[Start of section]

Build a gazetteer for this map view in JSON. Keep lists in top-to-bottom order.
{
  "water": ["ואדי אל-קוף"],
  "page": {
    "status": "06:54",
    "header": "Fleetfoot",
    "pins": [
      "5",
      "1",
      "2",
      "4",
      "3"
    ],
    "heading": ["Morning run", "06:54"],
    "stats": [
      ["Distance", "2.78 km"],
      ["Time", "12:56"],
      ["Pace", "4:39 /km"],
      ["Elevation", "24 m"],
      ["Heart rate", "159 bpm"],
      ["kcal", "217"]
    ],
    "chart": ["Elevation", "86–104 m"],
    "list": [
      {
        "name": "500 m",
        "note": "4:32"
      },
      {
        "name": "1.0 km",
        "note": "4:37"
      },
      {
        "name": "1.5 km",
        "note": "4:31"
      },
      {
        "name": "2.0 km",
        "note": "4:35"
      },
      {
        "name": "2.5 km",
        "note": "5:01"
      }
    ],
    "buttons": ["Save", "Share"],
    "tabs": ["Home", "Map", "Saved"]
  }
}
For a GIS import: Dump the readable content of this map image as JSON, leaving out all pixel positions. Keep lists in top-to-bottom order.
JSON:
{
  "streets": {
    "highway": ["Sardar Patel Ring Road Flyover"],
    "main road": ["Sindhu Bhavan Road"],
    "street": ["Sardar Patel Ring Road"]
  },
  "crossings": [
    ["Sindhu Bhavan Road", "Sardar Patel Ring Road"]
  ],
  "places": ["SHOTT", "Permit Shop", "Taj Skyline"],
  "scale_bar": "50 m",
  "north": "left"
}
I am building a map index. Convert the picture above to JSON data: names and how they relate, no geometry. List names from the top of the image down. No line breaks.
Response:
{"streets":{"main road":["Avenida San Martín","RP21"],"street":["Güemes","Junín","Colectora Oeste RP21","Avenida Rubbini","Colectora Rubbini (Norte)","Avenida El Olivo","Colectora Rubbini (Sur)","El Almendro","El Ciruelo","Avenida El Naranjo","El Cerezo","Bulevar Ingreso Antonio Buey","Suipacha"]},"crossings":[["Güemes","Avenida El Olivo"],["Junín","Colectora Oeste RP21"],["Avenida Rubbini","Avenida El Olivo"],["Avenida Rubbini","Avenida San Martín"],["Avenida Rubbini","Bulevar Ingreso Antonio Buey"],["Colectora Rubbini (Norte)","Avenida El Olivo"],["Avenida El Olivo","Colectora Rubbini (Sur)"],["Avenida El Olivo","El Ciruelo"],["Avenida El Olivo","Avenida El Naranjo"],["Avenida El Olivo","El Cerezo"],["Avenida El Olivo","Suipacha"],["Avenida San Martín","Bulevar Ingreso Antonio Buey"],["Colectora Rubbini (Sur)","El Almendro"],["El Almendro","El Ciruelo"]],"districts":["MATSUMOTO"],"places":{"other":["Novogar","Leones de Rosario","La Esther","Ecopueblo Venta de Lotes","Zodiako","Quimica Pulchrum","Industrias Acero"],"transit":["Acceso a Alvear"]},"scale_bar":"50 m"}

[End of section]

#### [Exercise brief]
Nothing in the records may be left out; copy them all exactly.

#### [Result for this task]
Build a gazetteer for this map view in JSON. Keep lists in top-to-bottom order.
{
  "water": ["ואדי אל-קוף"],
  "page": {
    "status": "06:54",
    "header": "Fleetfoot",
    "pins": [
      "5",
      "1",
      "2",
      "4",
      "3"
    ],
    "heading": ["Morning run", "06:54"],
    "stats": [
      ["Distance", "2.78 km"],
      ["Time", "12:56"],
      ["Pace", "4:39 /km"],
      ["Elevation", "24 m"],
      ["Heart rate", "159 bpm"],
      ["kcal", "217"]
    ],
    "chart": ["Elevation", "86–104 m"],
    "list": [
      {
        "name": "500 m",
        "note": "4:32"
      },
      {
        "name": "1.0 km",
        "note": "4:37"
      },
      {
        "name": "1.5 km",
        "note": "4:31"
      },
      {
        "name": "2.0 km",
        "note": "4:35"
      },
      {
        "name": "2.5 km",
        "note": "5:01"
      }
    ],
    "buttons": ["Save", "Share"],
    "tabs": ["Home", "Map", "Saved"]
  }
}
For a GIS import: Dump the readable content of this map image as JSON, leaving out all pixel positions. Keep lists in top-to-bottom order.
JSON:
{
  "streets": {
    "highway": ["Sardar Patel Ring Road Flyover"],
    "main road": ["Sindhu Bhavan Road"],
    "street": ["Sardar Patel Ring Road"]
  },
  "crossings": [
    ["Sindhu Bhavan Road", "Sardar Patel Ring Road"]
  ],
  "places": ["SHOTT", "Permit Shop", "Taj Skyline"],
  "scale_bar": "50 m",
  "north": "left"
}
I am building a map index. Convert the picture above to JSON data: names and how they relate, no geometry. List names from the top of the image down. No line breaks.
Response:
{"streets":{"main road":["Avenida San Martín","RP21"],"street":["Güemes","Junín","Colectora Oeste RP21","Avenida Rubbini","Colectora Rubbini (Norte)","Avenida El Olivo","Colectora Rubbini (Sur)","El Almendro","El Ciruelo","Avenida El Naranjo","El Cerezo","Bulevar Ingreso Antonio Buey","Suipacha"]},"crossings":[["Güemes","Avenida El Olivo"],["Junín","Colectora Oeste RP21"],["Avenida Rubbini","Avenida El Olivo"],["Avenida Rubbini","Avenida San Martín"],["Avenida Rubbini","Bulevar Ingreso Antonio Buey"],["Colectora Rubbini (Norte)","Avenida El Olivo"],["Avenida El Olivo","Colectora Rubbini (Sur)"],["Avenida El Olivo","El Ciruelo"],["Avenida El Olivo","Avenida El Naranjo"],["Avenida El Olivo","El Cerezo"],["Avenida El Olivo","Suipacha"],["Avenida San Martín","Bulevar Ingreso Antonio Buey"],["Colectora Rubbini (Sur)","El Almendro"],["El Almendro","El Ciruelo"]],"districts":["MATSUMOTO"],"places":{"other":["Novogar","Leones de Rosario","La Esther","Ecopueblo Venta de Lotes","Zodiako","Quimica Pulchrum","Industrias Acero"],"transit":["Acceso a Alvear"]},"scale_bar":"50 m"}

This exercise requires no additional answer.